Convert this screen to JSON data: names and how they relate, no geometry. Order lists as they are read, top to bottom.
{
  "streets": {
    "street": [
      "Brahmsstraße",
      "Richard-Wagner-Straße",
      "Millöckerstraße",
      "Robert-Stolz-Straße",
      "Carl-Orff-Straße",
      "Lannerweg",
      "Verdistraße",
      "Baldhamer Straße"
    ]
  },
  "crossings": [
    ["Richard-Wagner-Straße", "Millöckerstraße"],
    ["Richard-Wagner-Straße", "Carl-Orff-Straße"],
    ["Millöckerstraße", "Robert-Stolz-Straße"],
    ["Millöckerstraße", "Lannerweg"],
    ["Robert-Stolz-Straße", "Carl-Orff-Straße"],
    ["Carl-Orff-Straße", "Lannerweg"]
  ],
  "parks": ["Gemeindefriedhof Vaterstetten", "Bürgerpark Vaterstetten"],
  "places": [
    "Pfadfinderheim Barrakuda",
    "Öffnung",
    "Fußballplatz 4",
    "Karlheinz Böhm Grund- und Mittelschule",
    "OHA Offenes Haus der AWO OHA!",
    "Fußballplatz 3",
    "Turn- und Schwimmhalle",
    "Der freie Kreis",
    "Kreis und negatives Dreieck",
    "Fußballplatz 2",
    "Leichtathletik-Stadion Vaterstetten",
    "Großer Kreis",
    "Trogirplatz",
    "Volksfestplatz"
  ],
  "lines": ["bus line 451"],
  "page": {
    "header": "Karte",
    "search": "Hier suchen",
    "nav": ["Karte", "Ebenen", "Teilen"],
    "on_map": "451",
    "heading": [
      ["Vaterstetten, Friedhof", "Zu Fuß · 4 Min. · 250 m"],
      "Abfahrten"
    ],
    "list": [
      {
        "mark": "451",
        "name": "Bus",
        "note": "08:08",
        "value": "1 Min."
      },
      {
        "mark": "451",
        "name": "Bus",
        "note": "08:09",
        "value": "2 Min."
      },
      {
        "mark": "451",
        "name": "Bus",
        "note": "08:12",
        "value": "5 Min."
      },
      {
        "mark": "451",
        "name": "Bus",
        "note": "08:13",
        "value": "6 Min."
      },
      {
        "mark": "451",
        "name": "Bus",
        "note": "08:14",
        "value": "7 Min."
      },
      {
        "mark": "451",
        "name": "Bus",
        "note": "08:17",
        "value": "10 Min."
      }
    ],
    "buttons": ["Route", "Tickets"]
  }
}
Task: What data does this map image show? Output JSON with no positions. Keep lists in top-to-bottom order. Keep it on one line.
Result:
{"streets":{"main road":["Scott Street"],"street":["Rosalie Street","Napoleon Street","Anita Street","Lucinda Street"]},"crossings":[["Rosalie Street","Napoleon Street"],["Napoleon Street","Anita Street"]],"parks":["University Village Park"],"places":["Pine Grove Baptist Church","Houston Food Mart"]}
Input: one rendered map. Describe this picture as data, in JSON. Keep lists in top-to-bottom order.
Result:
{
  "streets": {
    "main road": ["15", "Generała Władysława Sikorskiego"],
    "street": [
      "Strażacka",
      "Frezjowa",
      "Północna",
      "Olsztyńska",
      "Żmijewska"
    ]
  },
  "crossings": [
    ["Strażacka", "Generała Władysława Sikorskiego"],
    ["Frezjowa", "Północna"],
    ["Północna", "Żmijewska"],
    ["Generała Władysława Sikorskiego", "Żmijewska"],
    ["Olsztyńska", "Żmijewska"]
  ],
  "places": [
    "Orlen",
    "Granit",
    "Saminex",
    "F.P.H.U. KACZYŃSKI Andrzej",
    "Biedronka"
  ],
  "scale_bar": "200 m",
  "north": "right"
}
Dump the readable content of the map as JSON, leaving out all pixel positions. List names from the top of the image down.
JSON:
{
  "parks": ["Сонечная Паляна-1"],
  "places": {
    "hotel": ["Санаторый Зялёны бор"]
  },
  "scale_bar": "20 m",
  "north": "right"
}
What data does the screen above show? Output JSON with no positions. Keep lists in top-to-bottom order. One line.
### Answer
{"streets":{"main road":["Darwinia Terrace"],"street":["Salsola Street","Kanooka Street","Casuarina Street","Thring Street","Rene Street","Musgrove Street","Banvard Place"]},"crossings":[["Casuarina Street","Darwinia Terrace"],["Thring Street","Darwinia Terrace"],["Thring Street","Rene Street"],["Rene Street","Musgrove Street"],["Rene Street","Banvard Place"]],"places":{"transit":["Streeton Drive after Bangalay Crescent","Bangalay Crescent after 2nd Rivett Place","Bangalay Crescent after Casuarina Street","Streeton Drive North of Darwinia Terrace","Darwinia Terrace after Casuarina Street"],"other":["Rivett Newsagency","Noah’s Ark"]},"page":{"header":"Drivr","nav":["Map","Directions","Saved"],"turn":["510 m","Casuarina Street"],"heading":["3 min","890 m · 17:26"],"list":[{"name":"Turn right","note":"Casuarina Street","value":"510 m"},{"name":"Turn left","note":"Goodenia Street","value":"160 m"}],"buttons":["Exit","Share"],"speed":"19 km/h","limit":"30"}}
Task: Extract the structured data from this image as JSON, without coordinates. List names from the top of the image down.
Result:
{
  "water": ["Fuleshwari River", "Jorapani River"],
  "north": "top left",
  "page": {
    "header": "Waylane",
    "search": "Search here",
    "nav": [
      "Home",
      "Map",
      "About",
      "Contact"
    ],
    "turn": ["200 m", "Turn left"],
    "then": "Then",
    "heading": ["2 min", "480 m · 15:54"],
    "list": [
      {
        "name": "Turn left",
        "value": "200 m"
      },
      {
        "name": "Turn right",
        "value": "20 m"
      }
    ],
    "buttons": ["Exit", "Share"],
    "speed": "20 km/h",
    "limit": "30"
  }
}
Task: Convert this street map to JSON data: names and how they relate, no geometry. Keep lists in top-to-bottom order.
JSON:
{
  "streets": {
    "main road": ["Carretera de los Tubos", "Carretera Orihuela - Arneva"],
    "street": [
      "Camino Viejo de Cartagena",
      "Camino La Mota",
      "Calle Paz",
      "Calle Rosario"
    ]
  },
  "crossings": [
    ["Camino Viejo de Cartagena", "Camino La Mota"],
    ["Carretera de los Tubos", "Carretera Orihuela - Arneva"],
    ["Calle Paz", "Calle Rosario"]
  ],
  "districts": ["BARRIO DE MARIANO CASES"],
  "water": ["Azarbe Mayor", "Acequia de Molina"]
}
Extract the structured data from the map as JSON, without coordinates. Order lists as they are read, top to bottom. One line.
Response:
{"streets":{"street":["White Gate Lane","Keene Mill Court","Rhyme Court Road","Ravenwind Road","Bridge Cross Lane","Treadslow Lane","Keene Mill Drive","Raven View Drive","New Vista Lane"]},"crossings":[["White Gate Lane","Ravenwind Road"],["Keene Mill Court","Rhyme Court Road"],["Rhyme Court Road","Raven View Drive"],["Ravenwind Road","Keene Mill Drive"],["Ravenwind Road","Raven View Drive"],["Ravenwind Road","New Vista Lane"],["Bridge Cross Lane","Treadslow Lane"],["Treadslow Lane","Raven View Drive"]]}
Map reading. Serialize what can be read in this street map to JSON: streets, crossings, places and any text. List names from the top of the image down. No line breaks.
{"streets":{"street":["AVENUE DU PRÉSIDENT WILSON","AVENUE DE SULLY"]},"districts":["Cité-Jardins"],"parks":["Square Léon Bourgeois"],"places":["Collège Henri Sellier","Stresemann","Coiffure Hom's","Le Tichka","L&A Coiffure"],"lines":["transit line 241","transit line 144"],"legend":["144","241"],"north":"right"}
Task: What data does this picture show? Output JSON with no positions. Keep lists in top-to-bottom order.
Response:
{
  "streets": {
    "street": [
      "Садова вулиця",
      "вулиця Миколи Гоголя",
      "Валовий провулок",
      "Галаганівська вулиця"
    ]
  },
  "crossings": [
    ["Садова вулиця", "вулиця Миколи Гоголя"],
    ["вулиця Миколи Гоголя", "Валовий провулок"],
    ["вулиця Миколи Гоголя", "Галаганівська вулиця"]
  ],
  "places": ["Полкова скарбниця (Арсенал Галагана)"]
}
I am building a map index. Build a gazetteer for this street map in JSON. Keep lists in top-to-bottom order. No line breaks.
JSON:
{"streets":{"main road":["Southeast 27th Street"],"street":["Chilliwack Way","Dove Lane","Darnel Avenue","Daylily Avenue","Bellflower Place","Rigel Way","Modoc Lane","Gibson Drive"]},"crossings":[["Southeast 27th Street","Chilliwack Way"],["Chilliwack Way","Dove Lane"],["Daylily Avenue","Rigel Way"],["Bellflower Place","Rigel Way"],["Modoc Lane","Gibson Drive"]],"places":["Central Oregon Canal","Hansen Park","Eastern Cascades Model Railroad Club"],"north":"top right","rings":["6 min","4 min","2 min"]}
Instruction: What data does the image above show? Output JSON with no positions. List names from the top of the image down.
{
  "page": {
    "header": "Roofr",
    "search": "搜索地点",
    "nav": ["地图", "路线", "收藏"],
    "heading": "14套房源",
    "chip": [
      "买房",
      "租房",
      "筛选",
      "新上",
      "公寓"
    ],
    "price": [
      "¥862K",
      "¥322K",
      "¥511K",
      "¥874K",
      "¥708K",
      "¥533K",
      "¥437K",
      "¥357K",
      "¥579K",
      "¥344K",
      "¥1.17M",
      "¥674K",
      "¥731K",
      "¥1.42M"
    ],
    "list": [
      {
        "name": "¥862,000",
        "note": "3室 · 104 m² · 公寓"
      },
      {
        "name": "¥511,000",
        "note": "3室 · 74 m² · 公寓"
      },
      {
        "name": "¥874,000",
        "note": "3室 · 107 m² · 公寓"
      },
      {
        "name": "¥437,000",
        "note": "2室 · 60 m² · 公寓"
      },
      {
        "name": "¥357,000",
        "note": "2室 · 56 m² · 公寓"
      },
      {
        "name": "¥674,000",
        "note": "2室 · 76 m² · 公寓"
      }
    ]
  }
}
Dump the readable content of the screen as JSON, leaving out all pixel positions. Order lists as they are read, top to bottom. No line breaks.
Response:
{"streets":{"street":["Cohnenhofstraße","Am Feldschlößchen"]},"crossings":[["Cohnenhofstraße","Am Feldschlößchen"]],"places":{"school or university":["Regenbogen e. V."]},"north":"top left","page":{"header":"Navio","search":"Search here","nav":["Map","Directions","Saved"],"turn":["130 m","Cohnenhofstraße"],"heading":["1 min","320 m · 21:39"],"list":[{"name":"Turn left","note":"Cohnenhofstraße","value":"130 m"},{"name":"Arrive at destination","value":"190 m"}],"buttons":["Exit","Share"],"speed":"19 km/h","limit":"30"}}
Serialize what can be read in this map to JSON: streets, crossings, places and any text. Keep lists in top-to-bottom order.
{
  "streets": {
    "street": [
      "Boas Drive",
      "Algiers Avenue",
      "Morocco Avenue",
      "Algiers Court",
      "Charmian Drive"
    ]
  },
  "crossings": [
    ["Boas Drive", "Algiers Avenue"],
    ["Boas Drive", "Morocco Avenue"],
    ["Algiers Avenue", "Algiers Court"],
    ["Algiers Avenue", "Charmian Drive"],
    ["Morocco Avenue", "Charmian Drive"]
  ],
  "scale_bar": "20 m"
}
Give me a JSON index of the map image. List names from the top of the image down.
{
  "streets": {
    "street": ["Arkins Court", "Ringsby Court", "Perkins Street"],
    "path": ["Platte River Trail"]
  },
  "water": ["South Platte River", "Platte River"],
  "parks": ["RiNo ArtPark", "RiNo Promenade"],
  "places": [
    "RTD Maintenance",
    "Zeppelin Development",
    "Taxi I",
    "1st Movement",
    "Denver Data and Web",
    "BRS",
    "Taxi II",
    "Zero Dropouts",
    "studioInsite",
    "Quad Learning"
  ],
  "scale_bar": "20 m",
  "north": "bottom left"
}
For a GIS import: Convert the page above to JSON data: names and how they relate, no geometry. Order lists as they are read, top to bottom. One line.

**TASK ITEM:** Scan the material above for lines that contain the string "Dump", and copy each such line.

**ANSWER FOR THIS EXERCISE:**
Dump the readable content of the map as JSON, leaving out all pixel positions. List names from the top of the image down.
Dump the readable content of the screen as JSON, leaving out all pixel positions. Order lists as they are read, top to bottom. No line breaks.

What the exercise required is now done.